BEGIN Dataset extract

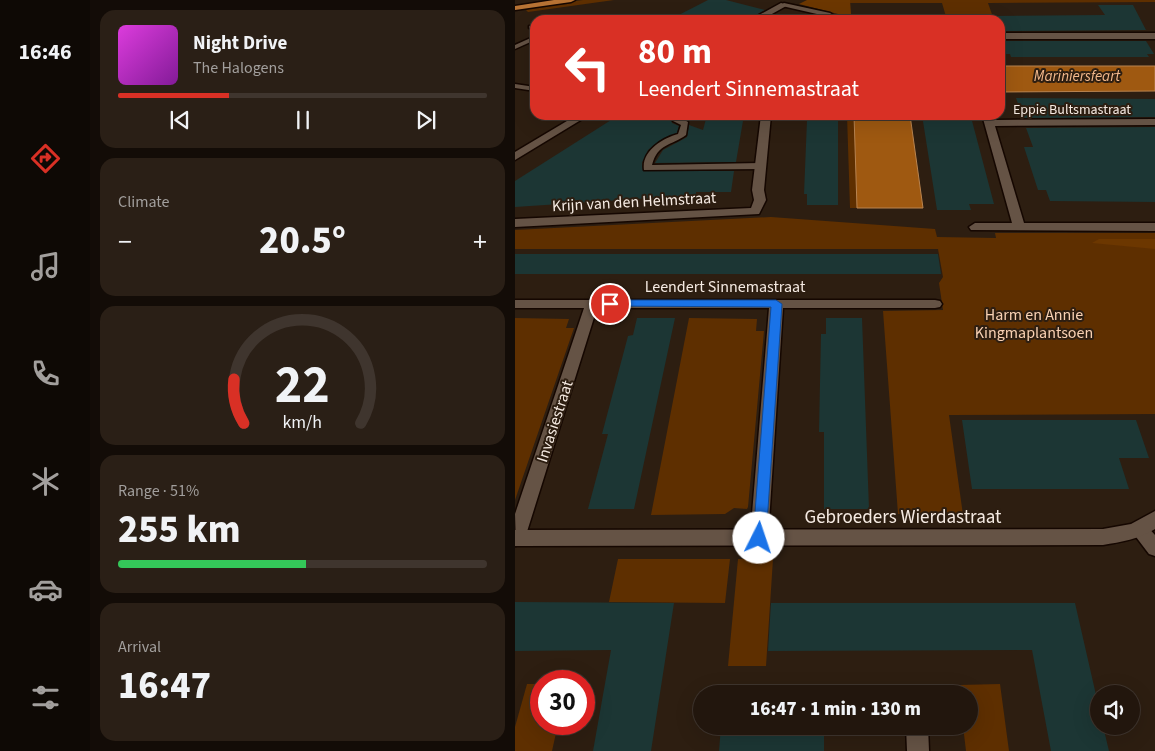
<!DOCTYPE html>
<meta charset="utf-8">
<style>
body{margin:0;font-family:"Source Sans 3",sans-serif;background:#2a1f16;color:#f1f3f6;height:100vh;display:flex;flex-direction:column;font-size:19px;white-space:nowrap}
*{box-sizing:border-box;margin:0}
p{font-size:16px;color:#a29f9d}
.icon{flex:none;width:28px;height:28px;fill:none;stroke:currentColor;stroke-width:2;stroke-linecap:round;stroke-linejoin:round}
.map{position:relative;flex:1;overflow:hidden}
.panel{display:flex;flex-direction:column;gap:10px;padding:10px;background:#130c07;width:425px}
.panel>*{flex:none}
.top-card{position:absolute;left:15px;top:15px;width:475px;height:105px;border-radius:15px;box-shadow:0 5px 20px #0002,0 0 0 1px #3f352e;background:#d93025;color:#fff;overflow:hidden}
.buttons{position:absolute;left:575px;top:685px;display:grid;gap:10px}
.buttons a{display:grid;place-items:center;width:50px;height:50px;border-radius:50%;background:#22160d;box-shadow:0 5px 20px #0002,0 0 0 1px #3f352e;font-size:25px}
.speed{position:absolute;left:15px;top:670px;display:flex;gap:10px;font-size:25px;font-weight:700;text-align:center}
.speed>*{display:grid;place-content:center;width:65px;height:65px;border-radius:50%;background:#22160d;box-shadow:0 5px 20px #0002,0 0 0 1px #3f352e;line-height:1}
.speed .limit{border:8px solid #d22;background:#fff;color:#111}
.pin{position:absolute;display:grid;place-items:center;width:42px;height:42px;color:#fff;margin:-21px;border:2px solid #fff;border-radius:50%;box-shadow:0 1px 5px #0007}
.me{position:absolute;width:55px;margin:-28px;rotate:4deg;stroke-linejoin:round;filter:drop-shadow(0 0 4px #0008)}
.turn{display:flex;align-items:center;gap:18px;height:105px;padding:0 25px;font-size:22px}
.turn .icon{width:65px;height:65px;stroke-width:2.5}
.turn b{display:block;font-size:35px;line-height:42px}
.big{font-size:38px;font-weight:800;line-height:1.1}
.panel .widget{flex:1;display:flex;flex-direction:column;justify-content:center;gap:8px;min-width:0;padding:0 18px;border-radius:15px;background:#2a1f16}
.panel .dial{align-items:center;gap:0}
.dial svg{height:130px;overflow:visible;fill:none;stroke:#3f352e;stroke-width:7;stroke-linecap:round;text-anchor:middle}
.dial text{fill:#f1f3f6;stroke:none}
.song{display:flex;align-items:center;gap:15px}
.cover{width:60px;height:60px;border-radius:8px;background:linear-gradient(135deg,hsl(300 70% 55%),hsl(290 70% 35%))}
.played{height:5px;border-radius:2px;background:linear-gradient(90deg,#d93025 30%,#3f352e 30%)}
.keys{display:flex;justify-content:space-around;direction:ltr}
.heat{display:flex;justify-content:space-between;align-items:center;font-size:28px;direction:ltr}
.charge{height:8px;border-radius:4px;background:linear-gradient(90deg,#34c759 51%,#3f352e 0)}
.trip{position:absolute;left:178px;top:685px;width:285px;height:50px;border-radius:25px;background:#22160d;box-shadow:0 5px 20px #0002,0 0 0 1px #3f352e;font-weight:800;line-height:50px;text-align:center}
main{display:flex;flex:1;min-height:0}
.tab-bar{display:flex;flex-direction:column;width:90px;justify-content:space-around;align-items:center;background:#0e0905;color:#a29f9d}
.tab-bar .icon{width:35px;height:35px}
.tab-bar .selected{color:#d93025}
.tab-bar b{font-size:22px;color:#f1f3f6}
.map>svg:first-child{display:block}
</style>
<main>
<nav class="tab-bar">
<b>16:46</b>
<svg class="icon selected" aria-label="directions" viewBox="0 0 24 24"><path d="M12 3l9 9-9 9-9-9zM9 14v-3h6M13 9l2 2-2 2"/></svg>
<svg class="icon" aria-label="music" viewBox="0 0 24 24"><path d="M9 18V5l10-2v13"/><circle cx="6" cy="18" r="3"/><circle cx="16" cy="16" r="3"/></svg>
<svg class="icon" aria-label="phone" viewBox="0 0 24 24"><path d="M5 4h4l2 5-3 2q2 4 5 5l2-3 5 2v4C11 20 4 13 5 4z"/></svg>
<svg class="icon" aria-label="climate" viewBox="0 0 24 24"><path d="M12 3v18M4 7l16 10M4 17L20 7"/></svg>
<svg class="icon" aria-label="car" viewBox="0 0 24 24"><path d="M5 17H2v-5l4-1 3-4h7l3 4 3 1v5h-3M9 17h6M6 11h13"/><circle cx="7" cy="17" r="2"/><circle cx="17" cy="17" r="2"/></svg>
<svg class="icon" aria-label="filters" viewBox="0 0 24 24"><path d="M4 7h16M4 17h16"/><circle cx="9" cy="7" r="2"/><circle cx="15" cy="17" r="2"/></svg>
</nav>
<section class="panel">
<div class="widget">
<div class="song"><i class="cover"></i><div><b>Night Drive</b><p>The Halogens</p></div></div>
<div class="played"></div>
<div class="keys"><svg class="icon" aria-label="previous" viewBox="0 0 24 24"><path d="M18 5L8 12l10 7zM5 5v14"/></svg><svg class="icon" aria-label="pause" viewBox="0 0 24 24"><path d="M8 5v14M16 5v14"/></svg><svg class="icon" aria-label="next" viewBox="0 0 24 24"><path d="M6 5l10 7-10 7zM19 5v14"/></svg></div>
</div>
<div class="widget"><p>Climate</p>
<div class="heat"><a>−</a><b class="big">20.5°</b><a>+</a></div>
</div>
<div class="widget dial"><svg viewBox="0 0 100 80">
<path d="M14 69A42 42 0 1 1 86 69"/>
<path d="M14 69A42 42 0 0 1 8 42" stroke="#d93025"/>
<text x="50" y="56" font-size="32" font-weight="700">22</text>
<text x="50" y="72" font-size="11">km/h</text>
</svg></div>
<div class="widget"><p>Range · 51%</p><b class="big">255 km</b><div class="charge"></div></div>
<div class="widget"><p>Arrival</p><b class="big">16:47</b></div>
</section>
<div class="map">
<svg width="640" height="751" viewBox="0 0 640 751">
<rect width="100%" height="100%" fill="#2d1e11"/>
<path fill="#5e2f00" d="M68 0H99L13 12 11 10 24 6Z
M335 0H640V2L473 3 479 20H472L471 16H437L438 20H432L427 3H335Z
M332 115H339L342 208H335Z
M256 217 420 229 422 237 481 238 480 233H640V414L434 415 448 515 383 514 368 311 428 310 424 283 428 277 423 249H0V230Z
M0 318 54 319 51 328H59L0 500Z
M174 318 242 319 241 331H249L233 507 232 509 219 508 210 514 136 515Z
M103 559H215L210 603 94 602Z
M223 559H258L251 666H213Z
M12 684H26V724H43L37 751H0V727Z
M485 684 494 751H451L448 726H454V694H445L444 685Z"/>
<path fill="#6c3700" d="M292 0H335L336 14H323L284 4Z
M584 239H640V249L577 243Z"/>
<path fill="#9f5911" stroke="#b98450" d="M485 66H640V91L485 92Z
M339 115H395L408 208H342Z"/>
<path fill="#1c3634" d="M193 0H211L250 10 233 20H154Z
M583 5H618L631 30 485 31V20H479L477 16 590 15Z
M486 41H631L639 54H632L634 57H496L495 54H490Z
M501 98 640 99V117L508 118Z
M104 115H130L137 117 146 115 156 119 157 123 164 126 162 133 144 141 133 150 127 163 128 171H219L216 192H181V195L0 207V181Z
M209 115H229L221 162 140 163 148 150 172 137 174 125 188 130 191 119 208 118Z
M296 115H323V205H292V194H289L292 120H295Z
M407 115 456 117 479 204H454L456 210H422Z
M640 127V202L535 201 531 190H523L509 147H518L511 128Z
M0 254H423L426 274H0Z
M122 318H160L119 509H73L93 434H87L113 336 118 335Z
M311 318H347L354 509H309V432H304L306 334H311Z
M447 420H621L634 458H604L614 489H457Z
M0 602 159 603 136 751H78L96 650 0 651Z
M256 603H560L584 708V726H588L594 751H536L517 650 253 651Z
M206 726H344V732H309V751H204Z"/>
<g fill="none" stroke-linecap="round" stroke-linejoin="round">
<g stroke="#150701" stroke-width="3">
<path id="service" d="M269 3 315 13 318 15 315 17 267 6 266 5Z
M14 26 20 27V31L14 28Z
M20 36V40L0 49V45Z
M0 84 20 87V91L0 88Z
M158 117H164L173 122 171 135C156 146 143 143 137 165L246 163 250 166 246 169 129 170C126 151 148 138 163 134L166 125 158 121Z"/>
</g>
<g stroke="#150701" stroke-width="3">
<path id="minor" d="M266 3 273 5 246 20H235Z
M485 33H640V39H485Z
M62 115H74L0 160V152Z
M246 115H256L249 190 251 200 244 214 0 227V219L236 208 239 200 237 190Z
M467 115H477L479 120 640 119V125L480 126 509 223H640V231L456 230 454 227 460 223H497Z
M0 300H420L425 301 427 304 425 307 420 308H268L253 538 250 543 244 546 238 543 235 538 254 308H82L10 538 7 543 1 546 0 514 69 308H0Z
M624 521 630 524 640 535V556L634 554 615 529 618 524Z
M391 726H413L414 751H392Z"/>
</g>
<g stroke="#150701" stroke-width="3">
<path id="tertiary" d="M640 511V529C624 539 606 542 588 545L0 546V530L588 529 616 524Z"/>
</g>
<g stroke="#150701" stroke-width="3">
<path id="primary" d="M39 0H60L56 2 0 10V6Z"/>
</g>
<use href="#service" fill="#655345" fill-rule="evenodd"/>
<use href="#minor" fill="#655345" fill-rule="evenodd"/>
<use href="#tertiary" fill="#655345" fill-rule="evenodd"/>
<use href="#primary" fill="#b77334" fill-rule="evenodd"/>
</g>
<path fill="#1a73e8" stroke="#114b97" d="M95 300H261L267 304 251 538 249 542 244 543 240 542 238 538 256 307 92 306 90 304Z"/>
<g text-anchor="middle" stroke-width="4" stroke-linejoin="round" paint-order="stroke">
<g font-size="14" fill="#f5eae2" stroke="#2d1e11">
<text x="557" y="114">Eppie Bultsmastraat</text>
</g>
<g font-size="15" font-style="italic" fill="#f4b98c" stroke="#2d1e11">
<text x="562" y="81">Mariniersfeart</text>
</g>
<g font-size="16" fill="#f5eae2" stroke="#2d1e11">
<text transform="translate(119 201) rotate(-3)" y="6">Krijn van den Helmstraat</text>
<text x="210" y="292">Leendert Sinnemastraat</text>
<text transform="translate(39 421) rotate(-72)" y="6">Invasiestraat</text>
</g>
<g font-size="16" fill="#f9d1b3" stroke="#2d1e11">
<text x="519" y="320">Harm en Annie<tspan x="519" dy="18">Kingmaplantsoen</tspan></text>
</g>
<g font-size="19" fill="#f5eae2" stroke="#2d1e11">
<text x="388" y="523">Gebroeders Wierdastraat</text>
</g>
</g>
</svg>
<div class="buttons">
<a><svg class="icon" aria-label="sound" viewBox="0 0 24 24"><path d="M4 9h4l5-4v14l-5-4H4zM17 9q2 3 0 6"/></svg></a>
</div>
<div class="speed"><div class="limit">30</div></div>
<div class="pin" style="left:95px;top:304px;background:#d93025"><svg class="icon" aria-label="arrive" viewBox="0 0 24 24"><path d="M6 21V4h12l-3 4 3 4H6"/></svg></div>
<svg class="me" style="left:244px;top:538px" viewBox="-20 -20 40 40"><circle r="19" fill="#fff"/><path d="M0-13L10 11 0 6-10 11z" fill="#1a73e8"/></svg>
<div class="trip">16:47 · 1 min · 130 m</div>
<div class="top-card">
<div class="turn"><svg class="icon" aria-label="left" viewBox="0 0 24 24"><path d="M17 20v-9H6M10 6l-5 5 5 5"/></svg><div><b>80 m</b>Leendert Sinnemastraat</div></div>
</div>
</div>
</main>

END Dataset extract

What this task involves
Go through the data above and copy each line in which "weight" appears.

Your response
.speed{position:absolute;left:15px;top:670px;display:flex;gap:10px;font-size:25px;font-weight:700;text-align:center}
.big{font-size:38px;font-weight:800;line-height:1.1}
.trip{position:absolute;left:178px;top:685px;width:285px;height:50px;border-radius:25px;background:#22160d;box-shadow:0 5px 20px #0002,0 0 0 1px #3f352e;font-weight:800;line-height:50px;text-align:center}
<text x="50" y="56" font-size="32" font-weight="700">22</text>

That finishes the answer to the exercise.